ENTRIES SHOWN:

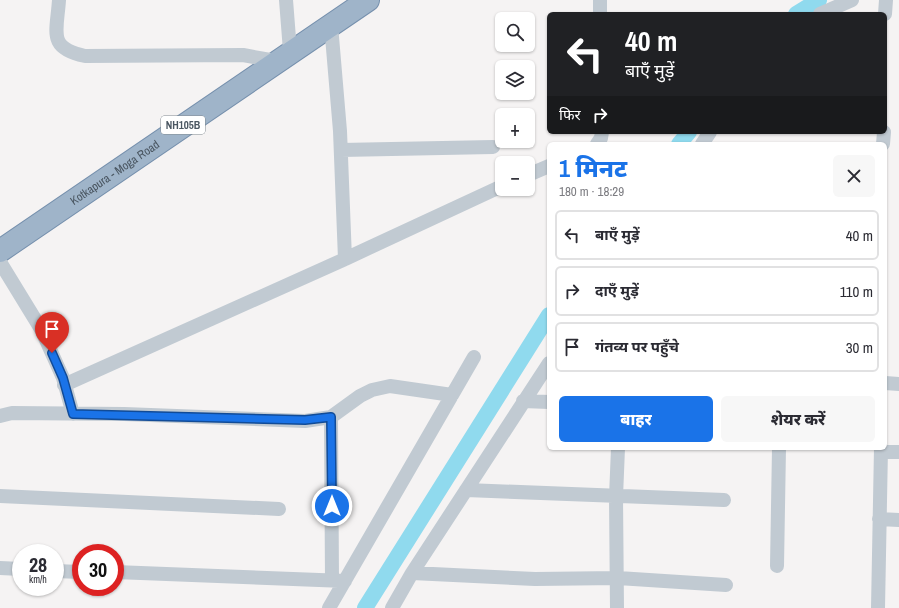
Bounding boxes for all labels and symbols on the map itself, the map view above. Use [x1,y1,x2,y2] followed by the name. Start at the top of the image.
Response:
[161,116,205,134] road number: NH105B
[67,137,163,209] street label: Kotkapura - Moga Road
[35,312,69,353] pin
[311,485,353,527] position arrow
[72,544,124,596] speed limit sign: 30

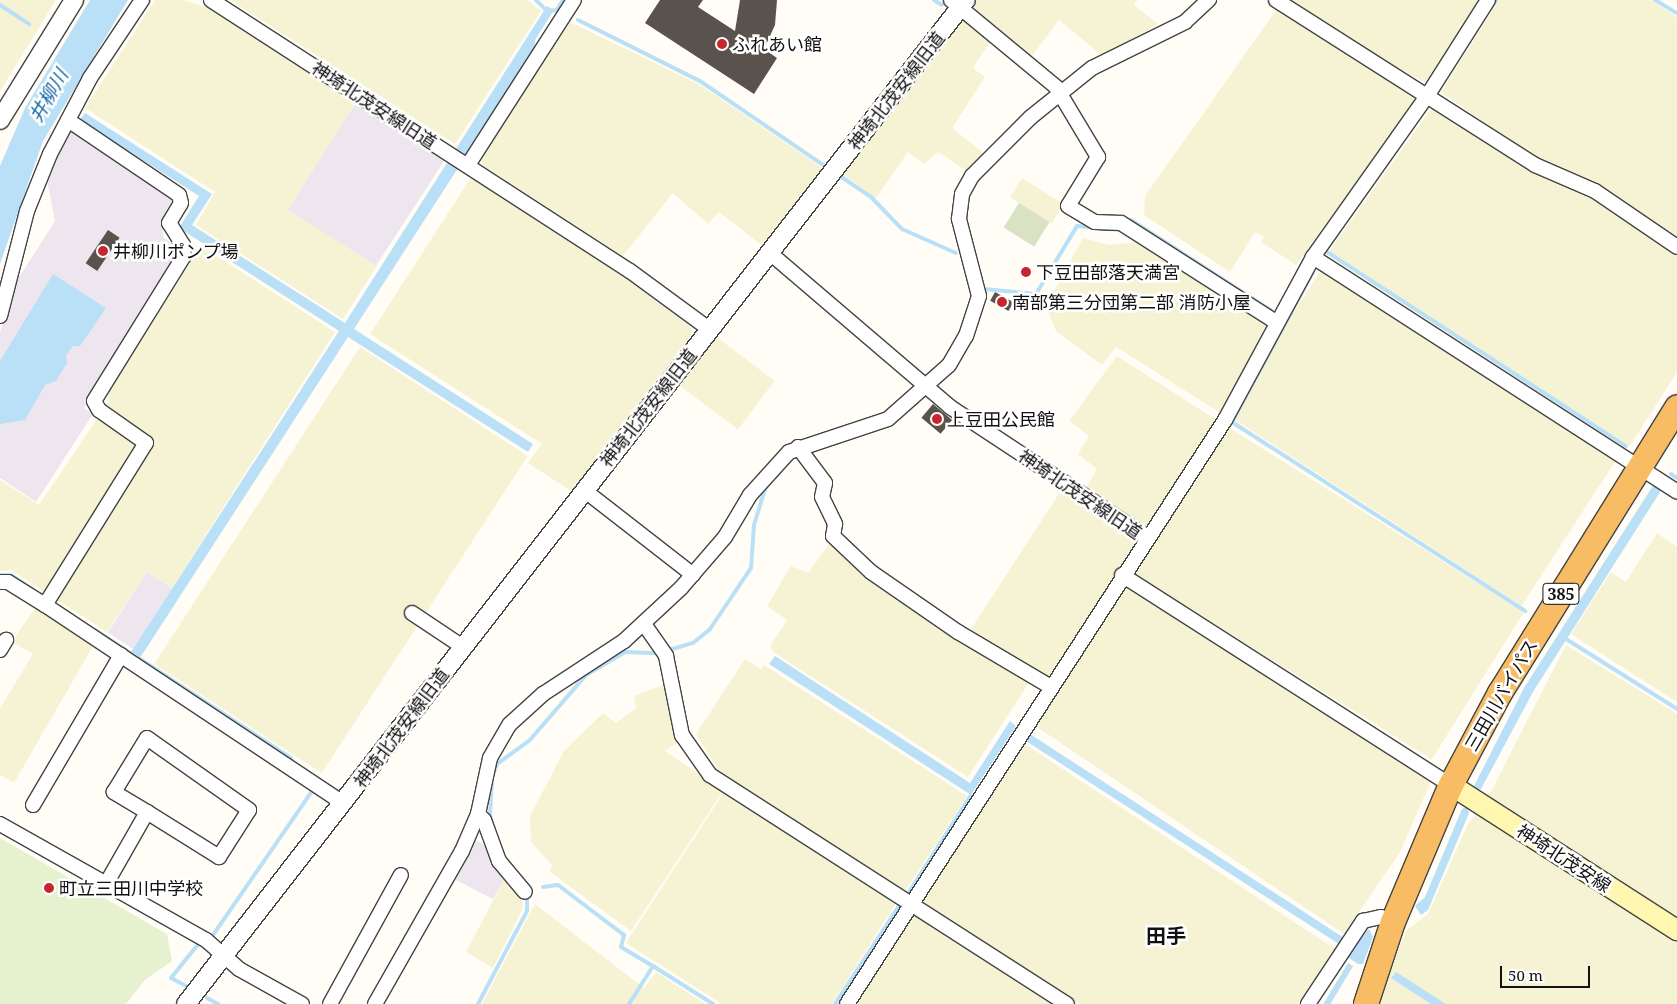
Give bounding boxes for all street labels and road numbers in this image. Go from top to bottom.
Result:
street label: 神埼北茂安線旧道 [843,28,949,154]
street label: 神埼北茂安線旧道 [308,57,440,153]
street label: 神埼北茂安線旧道 [595,345,701,471]
street label: 神埼北茂安線旧道 [1014,445,1146,543]
road number: 385 [1542,580,1580,608]
street label: 三田川バイパス [1460,635,1542,755]
street label: 神埼北茂安線旧道 [349,664,453,792]
street label: 神埼北茂安線 [1513,820,1615,896]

DIRECTIONS:
Output every line of the records exactly, excluding all pictures.

RESULT BELOW:
Bounding boxes for all labels and symbols on the map itself, the map view above. Use [x1,y1,x2,y2] followed by the name. Start at the top of the image.
Response:
[161,116,205,134] road number: NH105B
[67,137,163,209] street label: Kotkapura - Moga Road
[35,312,69,353] pin
[311,485,353,527] position arrow
[72,544,124,596] speed limit sign: 30

Give bounding boxes for all street labels and road numbers in this image. Go from top to bottom.
Result:
street label: 神埼北茂安線旧道 [843,28,949,154]
street label: 神埼北茂安線旧道 [308,57,440,153]
street label: 神埼北茂安線旧道 [595,345,701,471]
street label: 神埼北茂安線旧道 [1014,445,1146,543]
road number: 385 [1542,580,1580,608]
street label: 三田川バイパス [1460,635,1542,755]
street label: 神埼北茂安線旧道 [349,664,453,792]
street label: 神埼北茂安線 [1513,820,1615,896]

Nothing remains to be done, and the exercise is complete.